Files, Metadata, and Transportable Keywords.
The following is a crackpot rambling, continue if you dare
It would be these keywords mean this idea to this person. "This Text File has this meta data, and one of them is the keywords. But each set of keywords is tied to a certain user," thus, the user has to registered, each user registers with a database, allowing people to download and exchange files, attach their own keywords which are more meaningful to them.
The whole idea is boiling down to say, a group project. I create a graphic for the project. I save it, while choosing the option to attach keywords.
When someone is searching for files, a giant list comes up, and if they have not added their own keyword preference to the item, the file will come up, with my name next to it. Saying the only reason that the file is there is because it is searching for files with keywords from all users.
What this means? So what? Finding files, exchanging files, making things that are more meaningful to a person. No more folders. So, keywords that are attached to each user. Because, what I might consider interesting is totally different from what another person is.
So, back to the group project. Let's say I am working with three other people on paper about the environmental impact that urban development has had on the potomac river. I have created some really nice looking and informative tables and charts (they are in SVG or PDF format, allowing for the text inside the images to be read easily), and I send them to my group members over e-mail. They receive the files, download and save them onto their disks, and are going to open them.
Now, opening them, they don't know where they are saved, and they are only sure of one thing: Saved Keywords that they subscribe to. Because we are all working in a group, I decided to make an online database of keywords that we would all use to associate with our work. Their machines check for updates to their Subscribed keywords when they receive a new file with unknown keywords, AND their machines will check the subscription that is associated with the keyword group. This allows for them to search not only by keywords but by keyword creator.
So, I created a keyword group named "Potomac River Enviro Impact." This is just as if I created a new user whose name was PREI. They have a search list that updates automatically, with the criteria of listing all files of the keyword creator "Potomac River Enviro Impact." So, they find the newly downloaded file, and open it, easy as that. If they were to further refine the search, they would find that not only was the kind of file was a graphic, but that the type of file was a chart.
The whole problem with this, however, it attaching the keywords, it need to be simpler to attach keywords with minimal user input. So, when the user saves the file, gives it a Name (human readable, because we no longer need short indecipherable file names, the UI decodes the metadata Name and displays it instead of the six character jumble of constants.), it also gives it a parent. The parent can be "school work," or "Potomac river project." This is a lot like current folder hierarchy, but without the hierarchy. All the files lie flat, and can be grouped upon command.
If I am looking for all my school work done in the past week, it is very simple. I type "school work past week," and the meta data of Parent (school work) and last modified (past week) help my search. But, let's say that I saved the file with a parent of "Potomac river project," no problem. "school work past week," will turn up items in "Potomac river project" because "Potomac river project" was called a child of "school work." So simple, children can be parents, and parents can be children.

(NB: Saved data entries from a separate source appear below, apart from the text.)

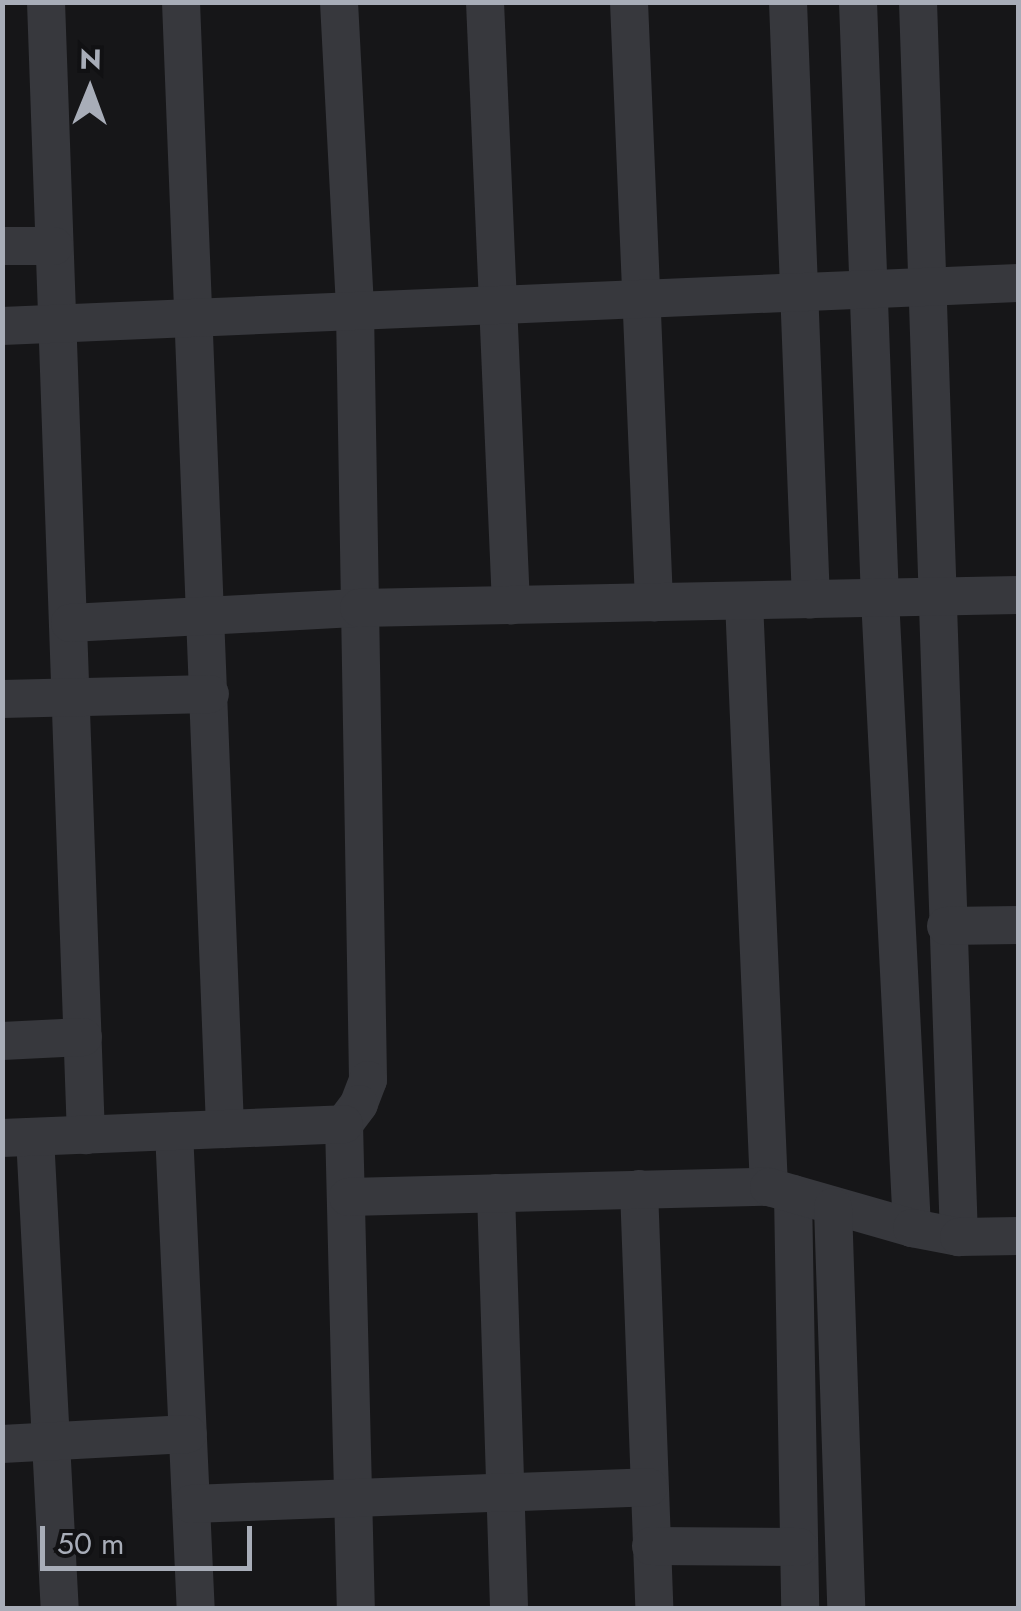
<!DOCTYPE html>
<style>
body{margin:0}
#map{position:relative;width:1021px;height:1611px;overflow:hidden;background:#161618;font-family:Jost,sans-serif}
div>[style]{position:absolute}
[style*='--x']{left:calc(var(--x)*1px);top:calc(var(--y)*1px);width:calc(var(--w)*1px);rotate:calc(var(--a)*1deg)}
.minor>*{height:38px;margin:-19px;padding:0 19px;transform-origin:19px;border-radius:19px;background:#37383d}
span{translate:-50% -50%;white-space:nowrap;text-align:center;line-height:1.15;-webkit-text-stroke:9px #111113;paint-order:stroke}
.frame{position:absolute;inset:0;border:5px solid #a8adb8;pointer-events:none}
.north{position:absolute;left:40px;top:40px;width:100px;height:100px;-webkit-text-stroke:8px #111113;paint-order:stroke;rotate:1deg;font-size:28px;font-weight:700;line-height:40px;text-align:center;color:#a8adb8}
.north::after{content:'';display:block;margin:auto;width:35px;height:45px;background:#a8adb8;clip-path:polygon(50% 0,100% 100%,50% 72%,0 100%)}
.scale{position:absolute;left:40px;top:1526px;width:212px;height:45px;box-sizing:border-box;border:5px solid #a8adb8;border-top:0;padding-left:12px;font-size:30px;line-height:35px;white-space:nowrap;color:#a8adb8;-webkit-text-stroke:8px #111113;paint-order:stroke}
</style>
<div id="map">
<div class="minor">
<div style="--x:46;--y:2;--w:1134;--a:87.98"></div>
<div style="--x:181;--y:2;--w:1128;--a:87.76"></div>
<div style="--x:339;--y:2;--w:309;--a:87"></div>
<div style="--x:355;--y:311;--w:769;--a:89.03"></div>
<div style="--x:368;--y:1080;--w:26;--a:111"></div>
<div style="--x:359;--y:1104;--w:25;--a:127"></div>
<div style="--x:344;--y:1124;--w:484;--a:88.6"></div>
<div style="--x:485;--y:2;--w:604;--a:87.53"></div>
<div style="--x:629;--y:2;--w:601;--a:87.61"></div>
<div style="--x:788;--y:2;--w:598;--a:87.8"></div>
<div style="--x:858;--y:2;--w:596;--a:87.89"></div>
<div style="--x:880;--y:598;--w:631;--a:87.09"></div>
<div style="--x:918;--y:2;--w:1236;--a:88.1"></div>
<div style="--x:2;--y:246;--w:52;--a:0"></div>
<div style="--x:2;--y:326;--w:1017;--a:-2.42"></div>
<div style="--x:744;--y:601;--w:587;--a:87.56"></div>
<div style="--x:70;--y:623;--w:289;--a:-3"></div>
<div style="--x:359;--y:608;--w:659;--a:-1.13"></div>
<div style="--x:2;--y:699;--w:208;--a:-1.4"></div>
<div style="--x:946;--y:926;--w:72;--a:-0.8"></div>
<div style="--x:2;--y:1041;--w:81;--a:-2.8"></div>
<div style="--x:174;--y:1131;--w:478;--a:87.4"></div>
<div style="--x:35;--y:1137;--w:472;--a:87"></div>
<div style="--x:2;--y:1138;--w:342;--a:-2.3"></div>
<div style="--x:639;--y:1189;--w:419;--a:87.9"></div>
<div style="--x:496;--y:1193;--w:415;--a:88.2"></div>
<div style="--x:793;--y:1194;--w:414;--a:89"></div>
<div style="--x:348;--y:1197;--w:421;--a:-1.4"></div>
<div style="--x:769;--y:1187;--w:149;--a:16"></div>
<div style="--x:912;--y:1228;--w:48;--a:10.8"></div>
<div style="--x:959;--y:1237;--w:59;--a:-1"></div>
<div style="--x:833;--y:1207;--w:401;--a:88.1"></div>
<div style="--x:2;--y:1444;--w:186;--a:-3.1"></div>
<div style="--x:191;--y:1504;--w:458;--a:-2.1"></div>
<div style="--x:651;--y:1546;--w:148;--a:0.4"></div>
</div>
<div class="frame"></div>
<div class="north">N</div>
<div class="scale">50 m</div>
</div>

A very nice descendant chain of file control, each getting more precise. When saving my chart, I typed "Potomac river project" as a parent, and it asked if this parent of the file was a child of any of my current groups. I get to choose, or type, from a list of parents, going down hierarchal.
The problem with this comes when transporting the file. This is where the transportable keywords come in. The file will come up on another computer, with my unique ID (translated into a human readable name) so the user sees that he is not the creator, and why the file came up in a search. The file would carry meta-data such as creator, and the creator would carry a (virtual) location tag. Persons, groups, and institutions could register for creator unique IDs, local social security tags to make shure people don't try to create files saying that their did it themselves (maybe there is a national database of online unique IDs already)
So, the file can also have multiple parents, and each parents can be descended from another parent. All my "school work" stuff is in "work" which has two children: "school work" and "job work." But "work" is not a descendant of any other ancestry. This makes it easy to associate a file to a larger group with just associating to a more precise group. If "Potomac river project" is under "environmental studies" which is under "college courses" which is under "school work," making my chart a child of "Potomac river project" gives it a long line of ancestry to be associated with.
Imagine a bunch of children at school playing on a playground. A teacher yells for all the Anderson kids over 10 to come in, their mother wants to talk to tell them how to reach her this afternoon. The anderson kids over 10 are not playing by themselves in a little pen. Maybe one of the Anderson kids is playing kickball, and another is eating some dirt with younger kids. They are playing among all the other kids, but when the teacher yells out for them, they perk up and come running.
Apply this idea to files, and you have a great file system. Each file knows certain information about itself that makes it easy to search for it. Making each file aware of itself makes the filesystem that much more efficient of finding a file.